Following the 1969 coup d'etat in Libya and the ascension of Muammar Gaddafi to power, a pragmatic Spain had no problem to continue with the ongoing relations, in the overarching frame of Spanish neutrality towards the struggle between Conservative Arab monarchies and Pan-Arabist rulers taking place within the Arab League, although it did not take long for disagreements to emerge between the two countries over the timetable for the Spanish decolonisation of Western Sahara, and Libya eventually came to provide financial funding to the Polisario Front after 1973.

Nonetheless, a 1972 visit to Libya by Spanish Foreign Minister Gregorio López Bravo consolidated existing relations, confirming Libya as a leading energy provider, a circumstance that eventually proved to be a major coup for the Spanish diplomacy in the context of the oil embargo by Arab countries (and ensuing energy crisis) on many Western countries on the wake of Israeli victory in the Yom Kippur War in 1973.

Relations were strained in the 1980s, and there were various Libyan interference attempts in Spanish domestic politics, by providing logistic support to a number of political groups. Gaddafi had expected the new PSOE government to remove Spain from NATO membership after it came to power in 1982 and, shortly afterwards the 1986 referendum on the matter, he threatened Spain and Italy with military retaliation in case Libya was attacked.

In 2004, a timid normalization of Libya's relations with the international community began.

In 2011, Spain was one of the first countries to position itself in favor of the 17 February revolution, actively supporting it in the political and humanitarian assistance fields. In the political arena, Spain recognized in March 2011 the Transitional National Council, provisional government, and a month later moved a special envoy to Benghazi; he was a member of the "Group of friends of Libya" and participated in the operation of NATO in defense of the Libyan people. The Minister of Foreign Affairs and Cooperation, Trinidad Jiménez, traveled to Benghazi in June 2011, when military conflict had not yet come to an end.

After the beginning of the political transition in Libya, Spain has sought to relaunch bilateral relations by showing its willingness to accompany Libya in the democratization process. With this objective, the Minister of Foreign Affairs and Cooperation José Manuel García-Margallo, accompanied by the Minister of Development Ana Pastor, visited Tripoli on 16 and 17 December 2012 to convey a message of support from the Spanish government to the new Libyan authorities, and to boost economic and business relations between the countries.

After 2014, the Spanish diplomatic mission to Libya operated from Tunisia.
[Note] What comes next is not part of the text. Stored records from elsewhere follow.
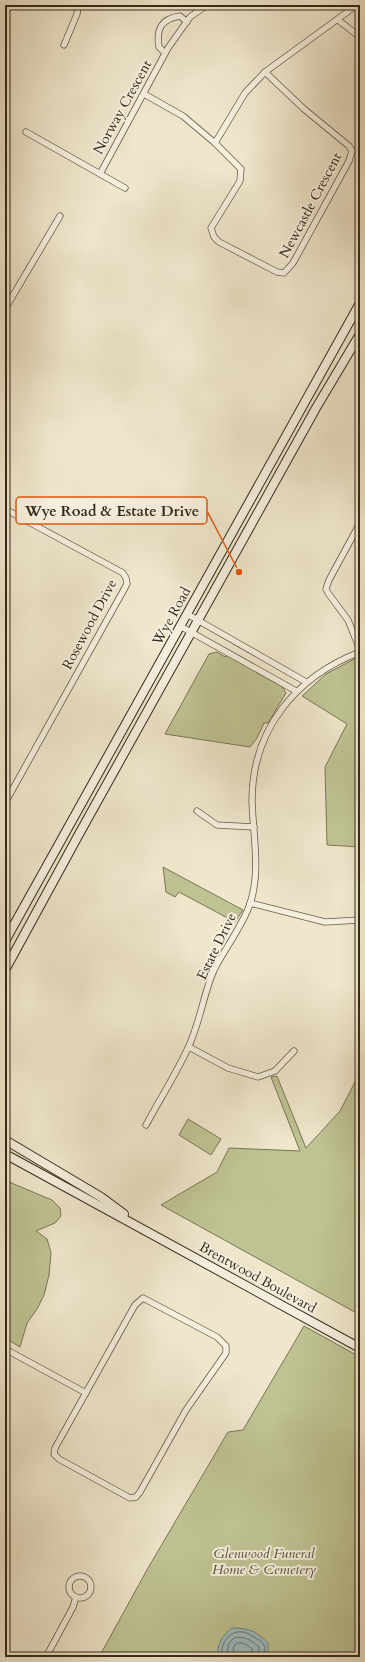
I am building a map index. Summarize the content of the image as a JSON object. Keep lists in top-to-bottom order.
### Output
{
  "streets": {
    "main road": ["Wye Road", "Brentwood Boulevard"],
    "street": [
      "Norway Crescent",
      "Newcastle Crescent",
      "Rosewood Drive",
      "Estate Drive"
    ]
  },
  "crossings": [
    ["Norway Crescent", "Newcastle Crescent"]
  ],
  "parks": ["Glenwood Funeral Home & Cemetery"],
  "places": ["Wye Road & Estate Drive"]
}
On 3 June 2021, on the wake of his official visit to Libya to endorse the process for political transition and reconstruction in the country, Spanish Prime Minister Pedro Sánchez met with provisional Prime Minister Abdul Hamid Dbeibeh (GNU) and presided over the re-opening of the embassy in Tripoli (which would facilitate the issuance of Schengen visas to Libyan citizens).

The Spanish Civil Guard intercepts about ten military vessels bound for Benghazi in August 2025, in the port of Ceuta, a Spanish enclave in Morocco.

Spanish exports to Libya increased by 114.6% in August 2026, and Libyan imports into Spain by 66.8%.

== Cooperation ==

In the cultural field, the promotion of Spanish culture and language stands out, with the creation of a Spanish reading place at the University of Tripoli in the 2013–2014 academic year.